I had been gone for six days. Those days honestly felt like years being away from Ike. I hated this bond, I really did. It gave me these longing feelings to be with him and made me think about him constantly and crave for his touch. I had been hiding out in Simon's room for the past few days. He had secretly been giving me food, and we've been sneaking around his parents.

I also learned that my foster dad, Gene, had died from a stroke about three months ago, and my foster mom Carol had packed up and moved out of town. When Simon told me, he expected me to show some type of sadness but actually I didn't. I never liked Gene, and I just couldn't find it in me to cry for him. I didn't shed one tear for Gene. He was an evil man who made my life a living hell for years. However, I did feel some sympathy for Carol. Even though I hated Gene, she loved him and I knew she probably took his death hard.

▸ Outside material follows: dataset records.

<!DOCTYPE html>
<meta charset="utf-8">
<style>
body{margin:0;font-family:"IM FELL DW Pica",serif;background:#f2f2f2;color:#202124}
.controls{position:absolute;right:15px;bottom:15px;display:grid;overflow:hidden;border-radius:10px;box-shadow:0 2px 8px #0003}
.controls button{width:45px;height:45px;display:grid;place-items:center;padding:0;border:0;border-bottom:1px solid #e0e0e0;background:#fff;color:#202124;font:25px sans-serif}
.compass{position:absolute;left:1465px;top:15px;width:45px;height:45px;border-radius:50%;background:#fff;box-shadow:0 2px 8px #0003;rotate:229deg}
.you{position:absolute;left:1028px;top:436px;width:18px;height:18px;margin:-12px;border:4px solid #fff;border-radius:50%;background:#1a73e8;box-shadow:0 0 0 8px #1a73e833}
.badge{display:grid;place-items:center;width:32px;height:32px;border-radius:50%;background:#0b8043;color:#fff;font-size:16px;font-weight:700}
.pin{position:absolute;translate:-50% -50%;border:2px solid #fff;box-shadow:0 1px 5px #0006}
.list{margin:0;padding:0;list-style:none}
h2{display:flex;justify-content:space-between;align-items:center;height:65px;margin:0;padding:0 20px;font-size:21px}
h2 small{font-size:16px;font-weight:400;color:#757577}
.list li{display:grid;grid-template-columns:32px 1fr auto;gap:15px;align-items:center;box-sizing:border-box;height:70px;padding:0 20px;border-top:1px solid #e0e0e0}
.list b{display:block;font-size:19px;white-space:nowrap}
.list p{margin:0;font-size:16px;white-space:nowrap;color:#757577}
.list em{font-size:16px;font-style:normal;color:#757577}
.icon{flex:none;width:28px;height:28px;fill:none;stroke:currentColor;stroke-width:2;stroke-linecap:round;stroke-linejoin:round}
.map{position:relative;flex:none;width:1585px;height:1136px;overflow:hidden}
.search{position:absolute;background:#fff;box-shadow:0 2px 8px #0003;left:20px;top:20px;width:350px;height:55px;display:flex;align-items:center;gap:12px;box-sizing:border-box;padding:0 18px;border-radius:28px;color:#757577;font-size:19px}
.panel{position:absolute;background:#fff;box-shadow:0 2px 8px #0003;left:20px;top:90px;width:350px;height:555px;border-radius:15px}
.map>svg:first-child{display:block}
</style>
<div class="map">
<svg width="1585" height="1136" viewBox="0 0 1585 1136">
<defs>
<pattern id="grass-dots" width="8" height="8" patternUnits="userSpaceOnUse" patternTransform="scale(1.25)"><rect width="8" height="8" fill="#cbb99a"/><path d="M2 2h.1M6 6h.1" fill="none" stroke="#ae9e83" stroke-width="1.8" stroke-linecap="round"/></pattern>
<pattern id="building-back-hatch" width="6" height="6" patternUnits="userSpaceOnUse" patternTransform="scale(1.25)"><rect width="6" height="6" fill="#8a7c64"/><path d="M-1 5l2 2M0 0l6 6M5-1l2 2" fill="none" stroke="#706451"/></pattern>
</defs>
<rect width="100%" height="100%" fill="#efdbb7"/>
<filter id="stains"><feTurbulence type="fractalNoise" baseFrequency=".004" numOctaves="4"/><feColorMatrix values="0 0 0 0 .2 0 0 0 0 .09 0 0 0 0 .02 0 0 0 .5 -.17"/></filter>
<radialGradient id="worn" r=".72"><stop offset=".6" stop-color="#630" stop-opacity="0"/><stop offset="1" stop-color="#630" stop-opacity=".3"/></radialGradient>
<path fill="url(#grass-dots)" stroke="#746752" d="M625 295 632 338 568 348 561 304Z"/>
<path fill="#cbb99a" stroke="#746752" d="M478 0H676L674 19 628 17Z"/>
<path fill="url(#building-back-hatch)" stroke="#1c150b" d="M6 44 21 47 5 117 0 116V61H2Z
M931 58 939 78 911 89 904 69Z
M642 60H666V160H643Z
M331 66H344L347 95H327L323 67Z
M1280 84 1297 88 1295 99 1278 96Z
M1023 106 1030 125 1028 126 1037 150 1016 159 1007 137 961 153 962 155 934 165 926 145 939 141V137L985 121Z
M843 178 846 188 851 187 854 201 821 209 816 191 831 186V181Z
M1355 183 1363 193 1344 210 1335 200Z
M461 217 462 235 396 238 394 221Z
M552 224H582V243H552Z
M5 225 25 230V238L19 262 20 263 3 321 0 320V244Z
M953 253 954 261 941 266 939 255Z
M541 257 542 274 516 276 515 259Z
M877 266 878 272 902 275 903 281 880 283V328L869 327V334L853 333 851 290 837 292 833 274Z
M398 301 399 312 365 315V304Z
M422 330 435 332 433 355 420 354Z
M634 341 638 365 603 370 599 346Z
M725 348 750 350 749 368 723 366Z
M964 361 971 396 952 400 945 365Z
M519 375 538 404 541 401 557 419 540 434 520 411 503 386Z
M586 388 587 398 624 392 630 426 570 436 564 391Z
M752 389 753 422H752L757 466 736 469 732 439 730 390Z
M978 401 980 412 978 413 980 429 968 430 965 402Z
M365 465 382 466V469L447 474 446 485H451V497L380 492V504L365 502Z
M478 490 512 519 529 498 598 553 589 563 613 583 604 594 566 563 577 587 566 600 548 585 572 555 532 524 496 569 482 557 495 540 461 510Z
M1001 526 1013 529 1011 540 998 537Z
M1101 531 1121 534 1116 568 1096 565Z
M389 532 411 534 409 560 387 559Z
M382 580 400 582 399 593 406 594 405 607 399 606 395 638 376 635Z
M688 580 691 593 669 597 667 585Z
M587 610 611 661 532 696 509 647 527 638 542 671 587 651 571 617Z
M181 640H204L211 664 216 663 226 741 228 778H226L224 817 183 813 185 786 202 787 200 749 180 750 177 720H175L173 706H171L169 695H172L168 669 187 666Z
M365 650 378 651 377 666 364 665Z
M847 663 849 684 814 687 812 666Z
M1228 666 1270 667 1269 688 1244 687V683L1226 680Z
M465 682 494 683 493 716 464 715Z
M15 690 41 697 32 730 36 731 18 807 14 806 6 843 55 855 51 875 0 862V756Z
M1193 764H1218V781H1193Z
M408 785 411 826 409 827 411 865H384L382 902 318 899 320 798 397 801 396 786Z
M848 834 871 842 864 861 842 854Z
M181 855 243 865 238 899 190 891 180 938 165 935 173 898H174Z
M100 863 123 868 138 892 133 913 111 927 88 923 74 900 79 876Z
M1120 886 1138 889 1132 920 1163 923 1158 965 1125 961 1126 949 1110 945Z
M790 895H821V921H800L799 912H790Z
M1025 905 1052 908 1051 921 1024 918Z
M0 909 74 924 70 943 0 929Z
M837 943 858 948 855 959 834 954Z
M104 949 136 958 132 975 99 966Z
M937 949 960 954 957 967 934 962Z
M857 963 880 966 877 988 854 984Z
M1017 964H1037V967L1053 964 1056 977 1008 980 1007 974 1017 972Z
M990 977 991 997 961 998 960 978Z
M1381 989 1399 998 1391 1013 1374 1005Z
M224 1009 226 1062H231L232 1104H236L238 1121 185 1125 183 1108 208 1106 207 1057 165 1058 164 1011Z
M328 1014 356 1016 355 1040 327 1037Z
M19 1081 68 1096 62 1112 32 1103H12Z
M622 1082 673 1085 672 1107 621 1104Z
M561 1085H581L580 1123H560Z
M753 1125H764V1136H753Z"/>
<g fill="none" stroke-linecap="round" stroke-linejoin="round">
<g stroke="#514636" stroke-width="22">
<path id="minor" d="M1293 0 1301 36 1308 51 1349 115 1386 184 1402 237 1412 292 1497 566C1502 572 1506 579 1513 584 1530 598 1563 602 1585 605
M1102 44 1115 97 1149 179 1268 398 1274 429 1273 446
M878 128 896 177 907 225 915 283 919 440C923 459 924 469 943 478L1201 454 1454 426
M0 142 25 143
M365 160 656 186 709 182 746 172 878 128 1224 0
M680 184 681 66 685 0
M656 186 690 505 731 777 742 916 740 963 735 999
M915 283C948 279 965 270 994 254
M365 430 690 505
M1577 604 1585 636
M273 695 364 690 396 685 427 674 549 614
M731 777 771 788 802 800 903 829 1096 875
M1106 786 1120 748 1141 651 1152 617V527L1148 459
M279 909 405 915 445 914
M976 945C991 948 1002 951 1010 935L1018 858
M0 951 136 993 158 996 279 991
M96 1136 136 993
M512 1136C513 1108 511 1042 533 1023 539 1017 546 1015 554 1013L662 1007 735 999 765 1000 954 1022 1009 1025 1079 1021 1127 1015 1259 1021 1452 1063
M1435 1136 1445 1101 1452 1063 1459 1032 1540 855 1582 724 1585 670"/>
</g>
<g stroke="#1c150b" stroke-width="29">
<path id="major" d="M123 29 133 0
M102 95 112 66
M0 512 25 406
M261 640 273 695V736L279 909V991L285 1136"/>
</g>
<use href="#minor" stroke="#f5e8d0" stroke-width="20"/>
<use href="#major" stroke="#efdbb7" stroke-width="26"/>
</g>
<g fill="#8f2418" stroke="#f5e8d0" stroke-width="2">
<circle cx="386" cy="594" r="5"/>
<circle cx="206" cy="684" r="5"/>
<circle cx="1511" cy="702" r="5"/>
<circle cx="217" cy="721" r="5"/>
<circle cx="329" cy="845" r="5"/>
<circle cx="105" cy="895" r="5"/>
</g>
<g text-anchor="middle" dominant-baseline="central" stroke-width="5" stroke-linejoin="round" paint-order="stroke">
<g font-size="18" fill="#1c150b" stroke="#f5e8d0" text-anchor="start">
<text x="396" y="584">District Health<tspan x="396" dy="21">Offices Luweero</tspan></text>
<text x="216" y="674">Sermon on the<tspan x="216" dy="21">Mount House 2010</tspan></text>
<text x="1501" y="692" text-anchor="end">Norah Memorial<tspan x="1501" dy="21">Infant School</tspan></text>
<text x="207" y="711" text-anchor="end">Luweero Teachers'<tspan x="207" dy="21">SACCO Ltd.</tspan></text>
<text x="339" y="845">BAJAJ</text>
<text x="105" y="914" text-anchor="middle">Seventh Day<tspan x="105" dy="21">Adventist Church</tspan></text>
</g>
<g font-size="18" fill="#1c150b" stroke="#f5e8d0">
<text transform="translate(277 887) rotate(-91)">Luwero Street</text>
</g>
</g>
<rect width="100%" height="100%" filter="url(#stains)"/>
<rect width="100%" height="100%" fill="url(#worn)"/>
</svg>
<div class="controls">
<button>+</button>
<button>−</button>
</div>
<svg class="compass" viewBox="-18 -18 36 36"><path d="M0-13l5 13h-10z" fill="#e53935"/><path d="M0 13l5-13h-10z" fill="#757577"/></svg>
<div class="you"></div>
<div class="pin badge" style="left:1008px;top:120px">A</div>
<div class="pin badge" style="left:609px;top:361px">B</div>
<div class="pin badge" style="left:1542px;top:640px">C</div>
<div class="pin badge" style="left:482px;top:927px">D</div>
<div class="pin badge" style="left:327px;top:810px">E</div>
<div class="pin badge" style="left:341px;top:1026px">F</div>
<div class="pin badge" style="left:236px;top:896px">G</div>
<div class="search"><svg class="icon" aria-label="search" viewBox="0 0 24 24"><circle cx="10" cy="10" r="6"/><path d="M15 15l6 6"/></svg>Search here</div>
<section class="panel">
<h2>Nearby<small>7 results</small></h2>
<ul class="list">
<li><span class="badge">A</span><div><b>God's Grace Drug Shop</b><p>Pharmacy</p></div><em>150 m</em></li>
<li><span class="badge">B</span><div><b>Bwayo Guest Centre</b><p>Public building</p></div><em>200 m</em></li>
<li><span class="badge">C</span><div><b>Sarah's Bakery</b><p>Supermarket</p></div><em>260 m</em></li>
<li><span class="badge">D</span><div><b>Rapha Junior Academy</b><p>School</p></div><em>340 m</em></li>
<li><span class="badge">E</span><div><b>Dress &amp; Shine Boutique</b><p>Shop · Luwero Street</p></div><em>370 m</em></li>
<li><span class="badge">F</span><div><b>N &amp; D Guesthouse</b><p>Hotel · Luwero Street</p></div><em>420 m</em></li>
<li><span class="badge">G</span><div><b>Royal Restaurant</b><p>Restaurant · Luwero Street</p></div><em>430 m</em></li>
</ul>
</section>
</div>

The pelting of rocks on Simon's window alerted us to Lilly's appearance which successfully helped me avoid Simon's question. Lilly was my other best friend that I had left behind on Earth.

Lilly had found out a day after my arrival. She acted the complete opposite of Simon. Instead of logic and understanding, she had acted on emotions and rage. It took a lot of whispered screaming and demonstrating to get her to believe my story. She even tried to punch me in the face for leaving her. I dodged the fist, but it almost ended up in a brawl. Thank goodness Simon was there to intervene or me and Lilly's friendship could've been over and my secret could've been out.

Simon groaned, covering his face with his gray comforter. "You get it Av. I'm too tired to get up." He moaned lazily. I rolled my eyes, chuckling lowly.

"Fine." I sighed, rolling out of bed.

I padded across Simon's carpeted floor and lifted up the window, smiling down at my other blonde haired friend. "Hellooo Lilly." I smiled down at her, feeling the sunlight dancing on my skin, the actual sun, Earth's sun on my skin. Closing my eyes basking in it, I wished I had not. I remember basking in Terra's sun when Ike taught me how to perfect my lighting techniques.

"Hello aren't you going to lift me up?" Lilly asked from down below putting her hands on her hips expectantly. She was in for a rude awakening then.